▶ **WORK TASK**: For this exercise, reproduce the entries below exactly, but only from the line containing "ctx.stroke(path);" through the line containing "[7,7,248,7,277,36,7,176]", both included.

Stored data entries
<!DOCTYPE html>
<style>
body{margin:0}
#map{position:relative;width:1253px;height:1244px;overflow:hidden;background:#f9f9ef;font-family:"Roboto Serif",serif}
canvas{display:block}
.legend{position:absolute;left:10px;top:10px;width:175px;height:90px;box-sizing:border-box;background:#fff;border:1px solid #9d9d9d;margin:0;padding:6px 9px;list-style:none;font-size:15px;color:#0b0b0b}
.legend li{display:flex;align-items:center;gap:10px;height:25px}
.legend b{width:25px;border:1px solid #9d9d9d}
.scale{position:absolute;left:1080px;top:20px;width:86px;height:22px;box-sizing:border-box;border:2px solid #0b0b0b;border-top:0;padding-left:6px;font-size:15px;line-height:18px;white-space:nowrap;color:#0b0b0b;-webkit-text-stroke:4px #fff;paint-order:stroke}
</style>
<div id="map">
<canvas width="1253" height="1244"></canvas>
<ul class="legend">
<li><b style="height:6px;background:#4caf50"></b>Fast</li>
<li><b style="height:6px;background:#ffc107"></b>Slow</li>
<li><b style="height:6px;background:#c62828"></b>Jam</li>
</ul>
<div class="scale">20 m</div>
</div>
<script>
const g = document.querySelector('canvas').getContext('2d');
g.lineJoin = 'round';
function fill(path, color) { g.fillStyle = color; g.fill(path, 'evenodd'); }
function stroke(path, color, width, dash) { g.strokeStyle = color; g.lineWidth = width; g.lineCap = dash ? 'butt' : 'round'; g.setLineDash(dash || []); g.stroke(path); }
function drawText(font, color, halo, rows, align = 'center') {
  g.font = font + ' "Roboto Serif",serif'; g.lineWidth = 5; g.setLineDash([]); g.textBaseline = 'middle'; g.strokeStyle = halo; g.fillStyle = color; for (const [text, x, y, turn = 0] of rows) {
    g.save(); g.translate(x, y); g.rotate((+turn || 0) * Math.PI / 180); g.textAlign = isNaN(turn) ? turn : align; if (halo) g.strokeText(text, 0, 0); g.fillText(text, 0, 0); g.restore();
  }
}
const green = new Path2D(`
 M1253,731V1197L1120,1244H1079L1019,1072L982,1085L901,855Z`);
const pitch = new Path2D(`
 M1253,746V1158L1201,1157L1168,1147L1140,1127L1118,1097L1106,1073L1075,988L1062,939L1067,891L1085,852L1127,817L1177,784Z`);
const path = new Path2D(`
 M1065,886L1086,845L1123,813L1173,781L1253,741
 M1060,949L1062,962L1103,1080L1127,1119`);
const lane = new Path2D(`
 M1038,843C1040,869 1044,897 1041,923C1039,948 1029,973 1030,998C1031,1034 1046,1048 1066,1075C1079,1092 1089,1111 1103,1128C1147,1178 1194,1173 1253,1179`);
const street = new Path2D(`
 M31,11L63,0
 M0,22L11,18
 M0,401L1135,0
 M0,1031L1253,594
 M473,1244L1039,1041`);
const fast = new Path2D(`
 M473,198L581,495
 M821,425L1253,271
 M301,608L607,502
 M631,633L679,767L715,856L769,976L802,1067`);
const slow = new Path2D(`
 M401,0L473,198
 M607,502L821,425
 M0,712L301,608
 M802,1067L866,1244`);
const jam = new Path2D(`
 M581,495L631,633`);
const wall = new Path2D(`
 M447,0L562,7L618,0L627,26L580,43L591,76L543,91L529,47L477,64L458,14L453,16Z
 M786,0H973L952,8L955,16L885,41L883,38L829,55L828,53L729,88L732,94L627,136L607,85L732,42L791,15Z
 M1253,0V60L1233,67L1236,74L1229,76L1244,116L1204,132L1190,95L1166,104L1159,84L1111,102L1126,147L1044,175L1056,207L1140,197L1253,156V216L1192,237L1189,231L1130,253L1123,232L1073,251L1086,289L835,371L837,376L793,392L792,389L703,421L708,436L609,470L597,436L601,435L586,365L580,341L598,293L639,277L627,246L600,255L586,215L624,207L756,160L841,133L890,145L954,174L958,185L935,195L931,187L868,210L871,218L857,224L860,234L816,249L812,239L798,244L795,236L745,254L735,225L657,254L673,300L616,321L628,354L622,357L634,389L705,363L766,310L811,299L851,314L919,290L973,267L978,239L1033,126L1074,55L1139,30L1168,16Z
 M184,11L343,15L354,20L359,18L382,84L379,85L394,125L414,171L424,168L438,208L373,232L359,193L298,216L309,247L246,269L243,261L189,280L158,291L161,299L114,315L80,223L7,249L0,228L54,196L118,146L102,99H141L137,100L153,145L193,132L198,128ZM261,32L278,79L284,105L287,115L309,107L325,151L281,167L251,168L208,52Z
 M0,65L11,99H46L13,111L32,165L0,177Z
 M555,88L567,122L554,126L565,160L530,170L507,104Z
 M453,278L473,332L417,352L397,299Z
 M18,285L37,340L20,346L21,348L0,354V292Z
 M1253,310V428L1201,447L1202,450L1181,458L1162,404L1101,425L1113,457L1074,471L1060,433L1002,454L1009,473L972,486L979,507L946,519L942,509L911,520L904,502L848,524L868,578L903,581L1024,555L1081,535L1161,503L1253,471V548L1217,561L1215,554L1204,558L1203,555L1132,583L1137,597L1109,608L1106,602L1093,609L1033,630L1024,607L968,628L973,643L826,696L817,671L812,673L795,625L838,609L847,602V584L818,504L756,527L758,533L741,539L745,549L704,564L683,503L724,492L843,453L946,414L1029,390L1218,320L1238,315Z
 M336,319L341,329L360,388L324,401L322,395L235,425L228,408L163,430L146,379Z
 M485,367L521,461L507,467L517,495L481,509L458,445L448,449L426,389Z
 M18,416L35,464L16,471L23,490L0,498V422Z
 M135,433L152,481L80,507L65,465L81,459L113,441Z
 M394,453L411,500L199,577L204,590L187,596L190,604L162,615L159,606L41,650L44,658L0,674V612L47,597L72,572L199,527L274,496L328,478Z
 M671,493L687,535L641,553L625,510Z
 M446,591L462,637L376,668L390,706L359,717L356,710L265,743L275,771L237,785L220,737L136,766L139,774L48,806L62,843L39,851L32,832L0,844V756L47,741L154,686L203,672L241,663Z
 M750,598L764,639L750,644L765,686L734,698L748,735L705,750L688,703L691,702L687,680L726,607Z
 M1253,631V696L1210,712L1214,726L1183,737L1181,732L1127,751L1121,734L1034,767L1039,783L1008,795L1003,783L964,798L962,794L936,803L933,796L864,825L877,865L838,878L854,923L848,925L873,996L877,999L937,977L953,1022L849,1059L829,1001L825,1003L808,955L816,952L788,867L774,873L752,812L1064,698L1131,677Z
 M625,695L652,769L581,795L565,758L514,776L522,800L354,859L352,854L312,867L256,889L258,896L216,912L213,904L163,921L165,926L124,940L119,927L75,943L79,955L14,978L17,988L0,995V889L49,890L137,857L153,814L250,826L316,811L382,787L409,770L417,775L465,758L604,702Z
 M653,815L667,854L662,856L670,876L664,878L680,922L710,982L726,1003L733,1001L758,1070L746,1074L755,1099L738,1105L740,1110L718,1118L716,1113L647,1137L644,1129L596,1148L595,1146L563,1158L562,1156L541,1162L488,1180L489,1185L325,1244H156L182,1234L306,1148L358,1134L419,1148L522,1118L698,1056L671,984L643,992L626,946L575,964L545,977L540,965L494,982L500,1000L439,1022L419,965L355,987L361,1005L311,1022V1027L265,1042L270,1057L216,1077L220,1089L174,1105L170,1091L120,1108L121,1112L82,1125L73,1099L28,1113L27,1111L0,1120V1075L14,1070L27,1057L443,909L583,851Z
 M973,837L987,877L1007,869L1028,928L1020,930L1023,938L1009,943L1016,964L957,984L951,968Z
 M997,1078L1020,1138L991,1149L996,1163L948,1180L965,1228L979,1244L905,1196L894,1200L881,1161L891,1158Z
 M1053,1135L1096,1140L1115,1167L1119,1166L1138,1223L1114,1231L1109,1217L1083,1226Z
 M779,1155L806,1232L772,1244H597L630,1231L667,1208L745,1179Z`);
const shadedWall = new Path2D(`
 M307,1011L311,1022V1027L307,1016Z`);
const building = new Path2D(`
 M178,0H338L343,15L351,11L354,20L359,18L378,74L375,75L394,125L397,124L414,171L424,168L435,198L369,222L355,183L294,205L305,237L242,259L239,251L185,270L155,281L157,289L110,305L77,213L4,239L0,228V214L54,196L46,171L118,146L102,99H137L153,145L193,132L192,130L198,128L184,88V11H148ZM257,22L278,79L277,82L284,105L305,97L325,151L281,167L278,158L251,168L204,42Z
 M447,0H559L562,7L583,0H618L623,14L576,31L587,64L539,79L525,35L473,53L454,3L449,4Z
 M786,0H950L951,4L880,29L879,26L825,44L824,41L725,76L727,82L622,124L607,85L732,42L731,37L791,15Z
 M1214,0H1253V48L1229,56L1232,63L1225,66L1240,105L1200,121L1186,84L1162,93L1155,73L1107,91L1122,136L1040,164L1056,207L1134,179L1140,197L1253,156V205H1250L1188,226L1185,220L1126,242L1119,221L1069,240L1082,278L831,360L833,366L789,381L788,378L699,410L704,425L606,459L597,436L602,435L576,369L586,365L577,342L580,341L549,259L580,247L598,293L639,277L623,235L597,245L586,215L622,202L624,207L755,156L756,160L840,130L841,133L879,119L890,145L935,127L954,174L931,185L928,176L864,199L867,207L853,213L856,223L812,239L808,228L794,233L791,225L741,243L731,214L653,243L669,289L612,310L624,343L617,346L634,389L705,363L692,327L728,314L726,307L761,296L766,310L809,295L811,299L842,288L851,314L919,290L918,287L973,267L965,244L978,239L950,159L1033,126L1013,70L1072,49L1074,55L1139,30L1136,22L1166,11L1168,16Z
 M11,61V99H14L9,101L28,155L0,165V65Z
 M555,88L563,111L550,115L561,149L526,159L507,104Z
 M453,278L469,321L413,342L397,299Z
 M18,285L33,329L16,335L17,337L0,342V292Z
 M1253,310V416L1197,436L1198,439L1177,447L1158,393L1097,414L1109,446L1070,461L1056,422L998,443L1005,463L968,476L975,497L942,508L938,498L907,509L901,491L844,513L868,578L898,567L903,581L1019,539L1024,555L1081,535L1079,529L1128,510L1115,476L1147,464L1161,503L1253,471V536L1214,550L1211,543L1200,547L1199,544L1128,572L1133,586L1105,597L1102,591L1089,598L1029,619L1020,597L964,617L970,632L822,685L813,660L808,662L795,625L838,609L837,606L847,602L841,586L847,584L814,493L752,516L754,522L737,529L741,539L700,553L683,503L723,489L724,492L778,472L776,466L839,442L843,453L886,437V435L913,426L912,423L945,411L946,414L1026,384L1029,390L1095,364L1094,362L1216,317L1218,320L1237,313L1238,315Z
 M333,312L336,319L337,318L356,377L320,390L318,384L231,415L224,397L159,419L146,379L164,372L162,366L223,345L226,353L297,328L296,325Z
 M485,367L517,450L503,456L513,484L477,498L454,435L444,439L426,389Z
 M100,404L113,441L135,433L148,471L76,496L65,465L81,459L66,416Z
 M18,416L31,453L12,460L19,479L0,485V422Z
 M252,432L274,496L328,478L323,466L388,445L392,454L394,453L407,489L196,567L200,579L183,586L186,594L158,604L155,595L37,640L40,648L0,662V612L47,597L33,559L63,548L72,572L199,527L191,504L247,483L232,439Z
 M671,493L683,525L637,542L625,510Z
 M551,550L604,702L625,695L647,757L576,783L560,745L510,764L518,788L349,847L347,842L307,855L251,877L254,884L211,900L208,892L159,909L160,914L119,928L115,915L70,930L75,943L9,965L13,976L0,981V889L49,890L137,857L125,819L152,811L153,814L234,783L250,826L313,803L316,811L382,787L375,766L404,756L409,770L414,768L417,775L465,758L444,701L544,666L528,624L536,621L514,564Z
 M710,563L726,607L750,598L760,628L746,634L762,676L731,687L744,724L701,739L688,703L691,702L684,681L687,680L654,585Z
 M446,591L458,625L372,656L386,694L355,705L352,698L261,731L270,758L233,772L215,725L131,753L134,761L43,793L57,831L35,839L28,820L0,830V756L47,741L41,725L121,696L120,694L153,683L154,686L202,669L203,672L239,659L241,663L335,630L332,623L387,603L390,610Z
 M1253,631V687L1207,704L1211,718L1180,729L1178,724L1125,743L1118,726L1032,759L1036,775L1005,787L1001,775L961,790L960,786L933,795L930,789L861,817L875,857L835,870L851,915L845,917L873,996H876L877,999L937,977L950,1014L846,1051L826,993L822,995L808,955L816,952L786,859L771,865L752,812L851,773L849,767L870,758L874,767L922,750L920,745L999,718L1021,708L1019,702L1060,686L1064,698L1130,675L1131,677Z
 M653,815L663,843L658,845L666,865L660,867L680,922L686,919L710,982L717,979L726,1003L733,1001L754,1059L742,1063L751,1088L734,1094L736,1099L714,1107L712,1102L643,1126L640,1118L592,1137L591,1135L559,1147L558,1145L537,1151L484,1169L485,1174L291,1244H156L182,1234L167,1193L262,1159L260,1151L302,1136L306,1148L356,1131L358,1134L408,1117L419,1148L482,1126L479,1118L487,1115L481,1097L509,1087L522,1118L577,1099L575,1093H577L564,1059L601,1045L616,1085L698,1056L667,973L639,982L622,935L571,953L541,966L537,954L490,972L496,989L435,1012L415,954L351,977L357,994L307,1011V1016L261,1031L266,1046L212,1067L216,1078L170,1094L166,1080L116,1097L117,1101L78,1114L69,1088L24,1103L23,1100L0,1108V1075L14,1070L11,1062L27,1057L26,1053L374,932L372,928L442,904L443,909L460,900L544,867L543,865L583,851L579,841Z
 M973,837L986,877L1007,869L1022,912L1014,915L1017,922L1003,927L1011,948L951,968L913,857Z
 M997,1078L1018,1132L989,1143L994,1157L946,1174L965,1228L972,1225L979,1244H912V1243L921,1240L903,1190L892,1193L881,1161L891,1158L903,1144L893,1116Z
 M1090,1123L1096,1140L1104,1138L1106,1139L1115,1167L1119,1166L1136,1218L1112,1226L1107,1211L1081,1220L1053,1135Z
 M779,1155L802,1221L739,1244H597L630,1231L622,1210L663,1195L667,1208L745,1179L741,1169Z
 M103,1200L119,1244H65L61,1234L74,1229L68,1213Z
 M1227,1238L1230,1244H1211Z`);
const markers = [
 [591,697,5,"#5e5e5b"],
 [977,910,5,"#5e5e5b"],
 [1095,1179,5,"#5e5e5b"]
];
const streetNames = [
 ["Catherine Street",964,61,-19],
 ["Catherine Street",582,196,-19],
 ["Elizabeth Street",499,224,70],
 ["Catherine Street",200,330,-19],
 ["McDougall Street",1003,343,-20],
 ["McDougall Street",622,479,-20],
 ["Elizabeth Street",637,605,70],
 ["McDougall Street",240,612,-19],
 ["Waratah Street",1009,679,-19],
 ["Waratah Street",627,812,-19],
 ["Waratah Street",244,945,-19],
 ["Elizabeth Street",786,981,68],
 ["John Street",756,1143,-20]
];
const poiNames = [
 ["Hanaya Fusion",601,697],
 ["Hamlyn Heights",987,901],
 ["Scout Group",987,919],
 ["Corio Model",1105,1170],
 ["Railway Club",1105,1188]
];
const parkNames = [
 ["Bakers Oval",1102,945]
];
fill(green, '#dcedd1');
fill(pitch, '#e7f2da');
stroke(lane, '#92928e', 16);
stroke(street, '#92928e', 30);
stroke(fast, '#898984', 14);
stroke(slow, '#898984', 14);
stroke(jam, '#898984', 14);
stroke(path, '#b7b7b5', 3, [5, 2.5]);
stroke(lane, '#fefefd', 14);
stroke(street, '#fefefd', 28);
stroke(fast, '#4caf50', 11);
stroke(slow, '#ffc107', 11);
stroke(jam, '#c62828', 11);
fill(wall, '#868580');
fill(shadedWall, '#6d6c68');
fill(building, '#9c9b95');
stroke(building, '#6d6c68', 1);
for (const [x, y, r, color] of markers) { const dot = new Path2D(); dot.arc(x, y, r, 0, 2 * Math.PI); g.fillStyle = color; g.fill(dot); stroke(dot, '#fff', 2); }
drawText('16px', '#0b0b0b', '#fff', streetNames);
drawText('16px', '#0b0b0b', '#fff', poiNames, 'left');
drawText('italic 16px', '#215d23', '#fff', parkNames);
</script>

==

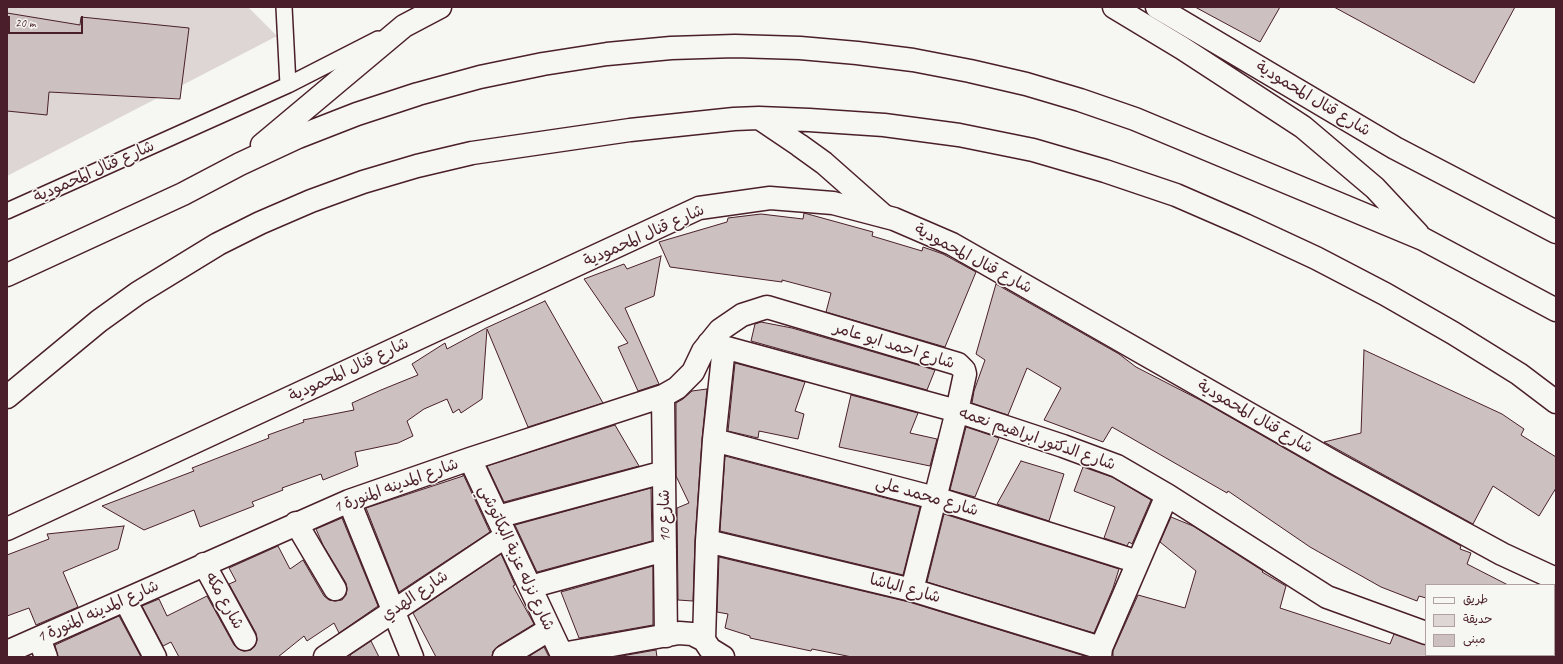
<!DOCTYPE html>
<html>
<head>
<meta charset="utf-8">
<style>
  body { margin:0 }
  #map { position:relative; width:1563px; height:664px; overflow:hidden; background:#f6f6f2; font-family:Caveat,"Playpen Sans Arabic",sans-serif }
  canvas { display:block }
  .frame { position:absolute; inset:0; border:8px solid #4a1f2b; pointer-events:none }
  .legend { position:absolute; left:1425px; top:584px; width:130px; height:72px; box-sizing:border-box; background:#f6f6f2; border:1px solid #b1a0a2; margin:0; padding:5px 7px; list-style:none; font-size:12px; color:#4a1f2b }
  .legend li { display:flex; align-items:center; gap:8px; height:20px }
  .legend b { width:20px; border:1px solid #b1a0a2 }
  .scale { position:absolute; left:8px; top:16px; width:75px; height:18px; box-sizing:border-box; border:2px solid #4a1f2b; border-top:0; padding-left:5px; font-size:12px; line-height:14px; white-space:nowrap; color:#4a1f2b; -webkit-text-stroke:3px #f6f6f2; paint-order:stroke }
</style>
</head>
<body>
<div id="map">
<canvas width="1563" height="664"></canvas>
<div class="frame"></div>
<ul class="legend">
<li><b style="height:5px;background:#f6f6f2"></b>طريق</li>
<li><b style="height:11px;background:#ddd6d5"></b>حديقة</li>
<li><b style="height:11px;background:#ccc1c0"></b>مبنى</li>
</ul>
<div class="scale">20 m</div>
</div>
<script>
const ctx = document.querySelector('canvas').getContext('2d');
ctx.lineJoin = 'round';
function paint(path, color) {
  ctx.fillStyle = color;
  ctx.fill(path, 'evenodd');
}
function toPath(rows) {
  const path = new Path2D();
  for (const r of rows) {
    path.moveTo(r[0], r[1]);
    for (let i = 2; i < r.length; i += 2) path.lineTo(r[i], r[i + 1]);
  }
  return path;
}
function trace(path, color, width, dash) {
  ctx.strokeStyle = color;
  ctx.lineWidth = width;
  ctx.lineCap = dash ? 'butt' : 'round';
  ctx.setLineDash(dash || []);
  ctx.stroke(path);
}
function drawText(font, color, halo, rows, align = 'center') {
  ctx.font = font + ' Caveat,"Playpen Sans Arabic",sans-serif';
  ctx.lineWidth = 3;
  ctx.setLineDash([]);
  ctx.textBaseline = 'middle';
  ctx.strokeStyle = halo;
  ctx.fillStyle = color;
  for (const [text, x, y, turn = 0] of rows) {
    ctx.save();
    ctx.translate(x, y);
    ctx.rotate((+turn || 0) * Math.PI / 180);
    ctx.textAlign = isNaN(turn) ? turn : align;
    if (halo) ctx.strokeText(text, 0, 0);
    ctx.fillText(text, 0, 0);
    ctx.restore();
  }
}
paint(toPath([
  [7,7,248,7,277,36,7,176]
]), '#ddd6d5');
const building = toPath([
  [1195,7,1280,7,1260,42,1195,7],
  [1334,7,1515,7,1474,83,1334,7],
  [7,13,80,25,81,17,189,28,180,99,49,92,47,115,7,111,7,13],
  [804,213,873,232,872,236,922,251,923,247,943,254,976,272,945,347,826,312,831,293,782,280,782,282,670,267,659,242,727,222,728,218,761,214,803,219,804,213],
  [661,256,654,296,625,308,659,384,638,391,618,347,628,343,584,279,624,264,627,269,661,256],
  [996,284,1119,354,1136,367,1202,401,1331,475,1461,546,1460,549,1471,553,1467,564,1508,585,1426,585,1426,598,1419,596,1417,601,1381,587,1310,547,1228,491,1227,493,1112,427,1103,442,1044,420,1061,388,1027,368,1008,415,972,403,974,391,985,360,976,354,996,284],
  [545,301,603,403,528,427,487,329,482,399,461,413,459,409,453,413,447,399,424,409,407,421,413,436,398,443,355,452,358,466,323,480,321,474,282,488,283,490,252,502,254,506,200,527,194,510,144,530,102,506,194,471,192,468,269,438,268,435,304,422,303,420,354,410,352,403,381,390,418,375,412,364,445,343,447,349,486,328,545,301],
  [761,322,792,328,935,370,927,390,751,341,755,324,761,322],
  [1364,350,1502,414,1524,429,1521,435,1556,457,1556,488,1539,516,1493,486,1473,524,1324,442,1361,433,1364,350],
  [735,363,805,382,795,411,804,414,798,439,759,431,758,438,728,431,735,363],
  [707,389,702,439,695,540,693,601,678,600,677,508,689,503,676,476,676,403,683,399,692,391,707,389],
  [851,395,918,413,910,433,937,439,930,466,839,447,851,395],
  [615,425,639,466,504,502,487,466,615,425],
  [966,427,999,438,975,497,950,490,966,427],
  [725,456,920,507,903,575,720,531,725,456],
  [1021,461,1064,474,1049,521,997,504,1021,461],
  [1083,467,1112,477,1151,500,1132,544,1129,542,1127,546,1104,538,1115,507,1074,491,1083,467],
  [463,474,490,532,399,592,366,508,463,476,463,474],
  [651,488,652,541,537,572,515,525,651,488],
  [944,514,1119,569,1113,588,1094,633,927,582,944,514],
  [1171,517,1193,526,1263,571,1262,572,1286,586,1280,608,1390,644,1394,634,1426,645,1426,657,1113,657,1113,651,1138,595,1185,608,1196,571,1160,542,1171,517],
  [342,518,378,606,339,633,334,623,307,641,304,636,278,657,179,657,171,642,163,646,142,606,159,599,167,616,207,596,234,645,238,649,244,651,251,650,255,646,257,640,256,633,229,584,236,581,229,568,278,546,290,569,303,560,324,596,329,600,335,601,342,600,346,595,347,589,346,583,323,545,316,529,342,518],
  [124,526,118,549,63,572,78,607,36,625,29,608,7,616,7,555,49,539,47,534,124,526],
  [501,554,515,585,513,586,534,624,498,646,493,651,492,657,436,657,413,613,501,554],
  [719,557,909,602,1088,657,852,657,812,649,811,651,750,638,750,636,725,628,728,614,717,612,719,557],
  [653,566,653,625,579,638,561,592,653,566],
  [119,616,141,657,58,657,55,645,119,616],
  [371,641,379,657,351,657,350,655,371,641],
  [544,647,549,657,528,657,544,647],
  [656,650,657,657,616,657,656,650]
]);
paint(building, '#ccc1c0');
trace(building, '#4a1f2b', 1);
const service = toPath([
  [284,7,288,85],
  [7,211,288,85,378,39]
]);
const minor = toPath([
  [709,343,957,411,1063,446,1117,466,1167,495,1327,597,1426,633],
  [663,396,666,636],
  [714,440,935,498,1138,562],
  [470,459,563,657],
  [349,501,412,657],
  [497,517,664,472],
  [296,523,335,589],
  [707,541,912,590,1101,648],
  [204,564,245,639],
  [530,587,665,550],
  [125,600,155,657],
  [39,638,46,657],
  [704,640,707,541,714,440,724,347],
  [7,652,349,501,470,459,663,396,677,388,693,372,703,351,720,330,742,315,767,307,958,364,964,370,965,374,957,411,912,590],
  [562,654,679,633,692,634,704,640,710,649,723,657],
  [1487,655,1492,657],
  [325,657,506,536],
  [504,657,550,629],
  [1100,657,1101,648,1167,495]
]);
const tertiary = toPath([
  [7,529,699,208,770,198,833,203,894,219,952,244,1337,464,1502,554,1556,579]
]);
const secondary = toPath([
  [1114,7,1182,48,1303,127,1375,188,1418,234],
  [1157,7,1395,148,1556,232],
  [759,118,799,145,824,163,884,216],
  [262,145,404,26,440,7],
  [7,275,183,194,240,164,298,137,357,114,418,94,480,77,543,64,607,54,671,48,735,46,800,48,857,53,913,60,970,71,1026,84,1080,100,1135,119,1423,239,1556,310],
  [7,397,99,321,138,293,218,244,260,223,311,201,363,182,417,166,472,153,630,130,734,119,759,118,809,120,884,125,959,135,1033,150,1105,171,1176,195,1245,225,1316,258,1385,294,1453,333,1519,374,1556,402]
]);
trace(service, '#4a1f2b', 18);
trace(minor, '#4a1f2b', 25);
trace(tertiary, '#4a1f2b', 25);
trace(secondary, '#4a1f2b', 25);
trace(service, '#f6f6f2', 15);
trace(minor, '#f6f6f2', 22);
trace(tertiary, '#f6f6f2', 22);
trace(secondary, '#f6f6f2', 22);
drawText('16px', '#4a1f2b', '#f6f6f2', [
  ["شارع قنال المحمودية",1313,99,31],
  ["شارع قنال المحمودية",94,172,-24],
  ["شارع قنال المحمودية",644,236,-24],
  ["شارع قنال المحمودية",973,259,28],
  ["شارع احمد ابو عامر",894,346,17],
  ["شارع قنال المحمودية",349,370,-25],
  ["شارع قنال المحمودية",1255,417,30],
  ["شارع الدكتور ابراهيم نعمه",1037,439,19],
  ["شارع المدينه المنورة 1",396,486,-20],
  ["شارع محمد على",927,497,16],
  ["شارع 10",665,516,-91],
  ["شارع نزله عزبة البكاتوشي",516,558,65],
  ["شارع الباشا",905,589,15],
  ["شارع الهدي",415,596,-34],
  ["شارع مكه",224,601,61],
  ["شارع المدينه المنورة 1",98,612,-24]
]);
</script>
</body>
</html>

▶ **WORKED SOLUTION**:
  ctx.stroke(path);
}
function drawText(font, color, halo, rows, align = 'center') {
  ctx.font = font + ' Caveat,"Playpen Sans Arabic",sans-serif';
  ctx.lineWidth = 3;
  ctx.setLineDash([]);
  ctx.textBaseline = 'middle';
  ctx.strokeStyle = halo;
  ctx.fillStyle = color;
  for (const [text, x, y, turn = 0] of rows) {
    ctx.save();
    ctx.translate(x, y);
    ctx.rotate((+turn || 0) * Math.PI / 180);
    ctx.textAlign = isNaN(turn) ? turn : align;
    if (halo) ctx.strokeText(text, 0, 0);
    ctx.fillText(text, 0, 0);
    ctx.restore();
  }
}
paint(toPath([
  [7,7,248,7,277,36,7,176]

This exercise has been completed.